◆ Assignment ◆
Write out, exactly and only, the lines that run from the top of the records to the line with "position:absolute; right:18px; bottom:18px;". Include both ends; exclude pictures.
BEGIN Information shown
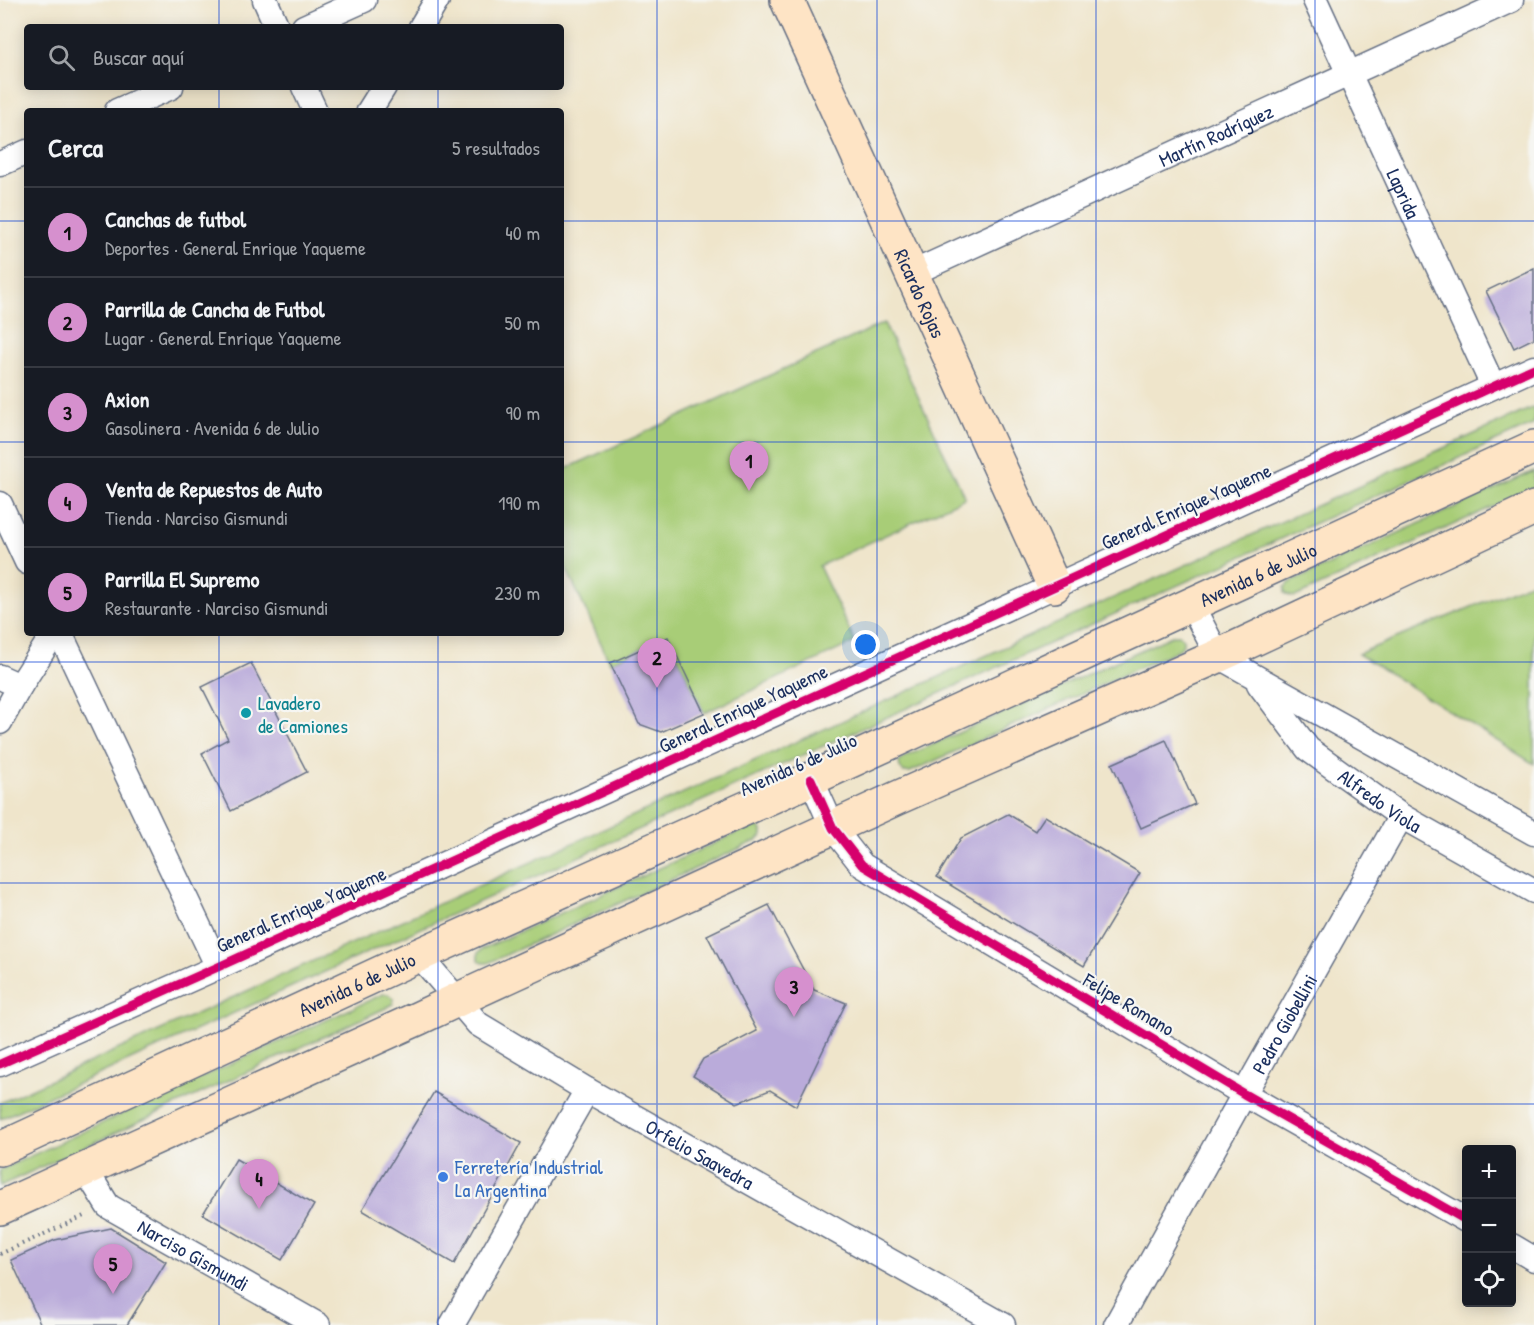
<!DOCTYPE html>
<html lang="es">
<head>
<meta charset="utf-8">
<style>
  :root { --surface:#171b24; --page:#242831; --text:#f1f3f6; --muted:#9ea1a6; --line:#363941; --accent:#d690ce }
  body { margin:0; font-family:"Patrick Hand",sans-serif; background:var(--page); color:var(--text) }
  .controls { position:absolute; right:18px; bottom:18px; display:grid; overflow:hidden; border-radius:6px; box-shadow:0 3px 15px #0003 }
  .controls button { width:54px; height:54px; display:grid; place-items:center; padding:0; border:0; border-bottom:2px solid var(--line); background:var(--surface); color:var(--text); font:30px sans-serif }
  .you { position:absolute; left:866px; top:645px; width:21px; height:21px; margin:-15px; border:4px solid #fff; border-radius:50%; background:#1a73e8; box-shadow:0 0 0 9px #1a73e833 }
  .badge { display:grid; place-items:center; width:39px; height:39px; border-radius:50%; background:var(--accent); color:#111; font-size:20px; font-weight:700 }
  .pin { position:absolute; translate:-50% -50px; filter:drop-shadow(0 2px 3px #0008) }
  .pin::after { content:''; position:absolute; top:32px; width:21px; height:18px; background:inherit; clip-path:polygon(0 0,100% 0,50% 100%) }
  .list { margin:0; padding:0; list-style:none }
  h2 { display:flex; justify-content:space-between; align-items:center; height:78px; margin:0; padding:0 24px; font-size:26px }
  h2 small { font-size:20px; font-weight:400; color:var(--muted) }
  .list li { display:grid; grid-template-columns:39px 1fr auto; gap:18px; align-items:center; box-sizing:border-box; height:90px; padding:0 24px; border-top:2px solid var(--line) }
  .list b { display:block; font-size:22px; white-space:nowrap }
  .list p { margin:0; font-size:20px; white-space:nowrap; color:var(--muted) }
  .list em { font-size:20px; font-style:normal; color:var(--muted) }
  .icon { flex:none; width:33px; height:33px; fill:none; stroke:currentColor; stroke-width:2; stroke-linecap:round; stroke-linejoin:round }
  .map { position:relative; flex:none; width:1534px; height:1325px; overflow:hidden }
  .search { position:absolute; background:var(--surface); box-shadow:0 3px 15px #0003; left:24px; top:24px; width:540px; height:66px; display:flex; align-items:center; gap:15px; box-sizing:border-box; padding:0 21px; border-radius:6px; color:var(--muted); font-size:22px }
  .panel { position:absolute; background:var(--surface); box-shadow:0 3px 15px #0003; left:24px; top:108px; width:540px; height:528px; border-radius:6px }
  .map>svg:first-child { display:block }
  .green { fill:#a8cd77; stroke:#627e6a; stroke-width:1.5 }
  .building { fill:#baabda }
  .lines { fill:none; stroke-linecap:round; stroke-linejoin:round }
  .street-casing { stroke:#656f84; stroke-width:27 }
  .secondary-casing { stroke:#656f84; stroke-width:36 }
  .path { stroke:#656f84; stroke-width:4; stroke-dasharray:1.5 4.5; stroke-linecap:butt }
  .street { stroke:#fff; stroke-width:24 }
  .secondary { stroke:#fee4c5; stroke-width:33 }
  .cycleway-casing { stroke:#f6f6f2; stroke-width:13 }
  .cycleway { stroke:#d6006c; stroke-width:9 }
  .grid { fill:none; stroke:#1d4ed8; stroke-width:1.5; stroke-opacity:0.55 }
  .culture-dot { fill:#0f9aa8; stroke:#f6f6f2; stroke-width:2 }
  .shop-dot { fill:#3f7fe0; stroke:#f6f6f2; stroke-width:2 }
  .labels { text-anchor:middle; dominant-baseline:central; stroke-width:4.5; stroke-linejoin:round; paint-order:stroke }
  .street-label { font-size:20px; fill:#1b2f5e; stroke:#f6f6f2 }
  .culture-label { font-size:20px; fill:#0d838f; stroke:#f6f6f2; text-anchor:start }
  .shop-label { font-size:20px; fill:#366cbe; stroke:#f6f6f2; text-anchor:start }
</style>
</head>
<body>
<div class="map">
<svg width="1534" height="1325" viewBox="0 0 1534 1325">
  <rect width="100%" height="100%" fill="#f6f6f2"/>
  <filter id="ink" filterUnits="userSpaceOnUse"><feTurbulence type="fractalNoise" baseFrequency=".0167" numOctaves="2"/><feDisplacementMap in="SourceGraphic" scale="12" xChannelSelector="R" yChannelSelector="G"/><feConvolveMatrix kernelMatrix="1 2 1 2 8 2 1 2 1" color-interpolation-filters="sRGB"/></filter>
  <filter id="wash" filterUnits="userSpaceOnUse"><feTurbulence type="fractalNoise" baseFrequency=".008" numOctaves="4" result="noise"/><feDisplacementMap in="SourceGraphic" scale="24" xChannelSelector="R" yChannelSelector="G"/><feGaussianBlur stdDeviation="1.35" result="paint"/><feColorMatrix in="noise" values="0 0 0 0 0 0 0 0 0 0 0 0 0 0 0 0 0 1.4 0 .05"/><feComposite in="paint" operator="in"/></filter>
  <g filter="url(#wash)">
    <rect width="100%" height="100%" fill="#efe5cb"/>
    <path class="green" d="M884,323L965,498L819,566L855,642L704,713L668,637L610,663L561,557V471Z
      M1534,407V424L0,1119V1103Z
      M1534,471V488L1295,597L1290,596L1285,593V587L1289,583Z
      M1534,581V764L1358,654Z
      M1174,635H1179L1183,639V645L1180,649L910,772H904L900,768L899,762L903,758Z
      M752,826H758L762,830V836L758,840L488,963H483L478,959V953L482,949Z
      M383,994H388L393,998V1004L388,1007L0,1186V1170Z"/>
    <g id="blocks">
      <path class="building" d="M1534,268V338L1514,348L1486,291Z
        M668,637L704,713L661,732L639,724L610,663Z
        M251,663L307,772L231,811L202,753L228,739L202,687Z
        M1166,740L1195,804L1141,828L1112,764Z
        M1008,814L1035,831L1045,816L1140,873L1084,966L937,877L961,838Z
        M769,905L814,990L846,1003L796,1106L770,1090L737,1103L693,1076L703,1059L757,1031L707,935Z
        M434,1092L521,1143L454,1264L362,1210Z
        M236,1159L314,1205L282,1260L203,1214Z
        M111,1228L166,1262L127,1325H41L11,1260L55,1240Z"/>
    </g>
  </g>
  <g filter="url(#ink)">
    <use href="#blocks" fill-opacity="0" stroke="#656f84" stroke-width="1.5"/>
    <g class="lines">
      <defs>
        <g id="street">
          <path d="M265,0L277,27"/>
          <path id="s1" d="M1315,0L1493,386"/>
          <path d="M304,27L364,0"/>
          <path d="M421,27L437,0"/>
          <path d="M304,87L315,111"/>
          <path d="M117,111L171,87"/>
          <path d="M369,111L384,87"/>
          <path d="M0,164L27,152"/>
          <path id="s2" d="M919,270L1511,0"/>
          <path d="M0,504L27,562"/>
          <path d="M1191,604L1218,656L1534,833"/>
          <path d="M60,633L218,967"/>
          <path d="M0,677L20,686"/>
          <path id="s3" d="M1259,684L1308,749L1401,816L1534,891"/>
          <path d="M0,722L20,686L54,633"/>
          <path d="M811,779L833,828L862,865L1244,1094L1466,1220"/>
          <path id="s4" d="M419,955L478,1024L587,1090L1003,1325"/>
          <path d="M0,1064L218,967L1534,368"/>
          <path id="s5" d="M85,1169L108,1206L318,1325"/>
          <path d="M1512,1246L1534,1259"/>
          <path d="M452,1325L587,1090"/>
          <path id="s6" d="M1116,1325L1244,1094L1401,816"/>
        </g>
        <g id="secondary">
          <path id="s7" d="M787,0L1054,586"/>
          <path id="s8" d="M0,1149L419,955L811,779L1534,447"/>
          <path d="M0,1208L419,1018L457,1000L897,798L1218,656L1534,508"/>
        </g>
      </defs>
      <use href="#street" class="street-casing"/>
      <use href="#secondary" class="secondary-casing"/>
      <path class="path" d="M0,1254L84,1216"/>
      <use href="#street" class="street"/>
      <use href="#secondary" class="secondary"/>
      <defs>
        <path id="cycleway" d="M811,779L833,828L862,865L1244,1094L1466,1220
          M0,1064L218,967L1534,368"/>
      </defs>
      <use href="#cycleway" class="cycleway-casing"/>
      <use href="#cycleway" class="cycleway"/>
    </g>
  </g>
  <path class="grid" d="M219,0V27M438,0V27M657,0V1325M877,0V1325M1096,0V1325M1315,0V1325M219,87V111M438,87V111M0,221H27M561,221H1534M0,442H27M561,442H1534M219,633V1325M438,633V1325M0,662H1534M0,883H1534M0,1104H1534"/>
  <circle class="culture-dot" cx="246" cy="713" r="6"/>
  <circle class="shop-dot" cx="443" cy="1177" r="6"/>
  <g class="labels">
    <g class="street-label">
      <text stroke="none"><textPath href="#s2" startOffset="326">Martín Rodríguez</textPath></text>
      <text stroke="none"><textPath href="#s1" startOffset="213">Laprida</textPath></text>
      <text stroke="none"><textPath href="#s7" startOffset="322">Ricardo Rojas</textPath></text>
      <text transform="translate(1186 506) rotate(-24)">General Enrique Yaqueme</text>
      <text stroke="none"><textPath href="#s8" startOffset="1383">Avenida 6 de Julio</textPath></text>
      <text transform="translate(743 708) rotate(-25)">General Enrique Yaqueme</text>
      <text transform="translate(798 764) rotate(-24)">Avenida 6 de Julio</text>
      <text stroke="none"><textPath href="#s3" startOffset="170">Alfredo Viola</textPath></text>
      <text transform="translate(301 909) rotate(-24)">General Enrique Yaqueme</text>
      <text stroke="none"><textPath href="#s8" startOffset="393">Avenida 6 de Julio</textPath></text>
      <text transform="translate(1129 1004) rotate(31)">Felipe Romano</text>
      <text stroke="none"><textPath href="#s6" startOffset="345">Pedro Giobellini</textPath></text>
      <text stroke="none"><textPath href="#s4" startOffset="348">Orfelio Saavedra</textPath></text>
      <text stroke="none"><textPath href="#s5" startOffset="142">Narciso Gismundi</textPath></text>
    </g>
    <g class="culture-label">
      <text x="258" y="702">Lavadero<tspan x="258" dy="23">de Camiones</tspan></text>
    </g>
    <g class="shop-label">
      <text x="455" y="1166">Ferretería Industrial<tspan x="455" dy="23">La Argentina</tspan></text>
    </g>
  </g>
</svg>
<div class="controls">
<button>+</button>
<button>−</button>
<button><svg class="icon" aria-label="locate" viewBox="0 0 24 24"><circle cx="12" cy="12" r="6"/><path d="M12 2v4M12 18v4M2 12h4M18 12h4"/></svg></button>
</div>
<div class="you"></div>
<div class="pin badge" style="left:749px;top:491px">1</div>
<div class="pin badge" style="left:657px;top:688px">2</div>
<div class="pin badge" style="left:794px;top:1017px">3</div>
<div class="pin badge" style="left:259px;top:1209px">4</div>
<div class="pin badge" style="left:113px;top:1294px">5</div>
<div class="search"><svg class="icon" aria-label="search" viewBox="0 0 24 24"><circle cx="10" cy="10" r="6"/><path d="M15 15l6 6"/></svg>Buscar aquí</div>
<section class="panel">
<h2>Cerca<small>5 resultados</small></h2>
<ul class="list">
<li><span class="badge">1</span><div><b>Canchas de futbol</b><p>Deportes · General Enrique Yaqueme</p></div><em>40 m</em></li>
<li><span class="badge">2</span><div><b>Parrilla de Cancha de Futbol</b><p>Lugar · General Enrique Yaqueme</p></div><em>50 m</em></li>
<li><span class="badge">3</span><div><b>Axion</b><p>Gasolinera · Avenida 6 de Julio</p></div><em>90 m</em></li>
<li><span class="badge">4</span><div><b>Venta de Repuestos de Auto</b><p>Tienda · Narciso Gismundi</p></div><em>190 m</em></li>
<li><span class="badge">5</span><div><b>Parrilla El Supremo</b><p>Restaurante · Narciso Gismundi</p></div><em>230 m</em></li>
</ul>
</section>
</div>
</body>
</html>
END Information shown
◆ Reply to the task ◆
<!DOCTYPE html>
<html lang="es">
<head>
<meta charset="utf-8">
<style>
  :root { --surface:#171b24; --page:#242831; --text:#f1f3f6; --muted:#9ea1a6; --line:#363941; --accent:#d690ce }
  body { margin:0; font-family:"Patrick Hand",sans-serif; background:var(--page); color:var(--text) }
  .controls { position:absolute; right:18px; bottom:18px; display:grid; overflow:hidden; border-radius:6px; box-shadow:0 3px 15px #0003 }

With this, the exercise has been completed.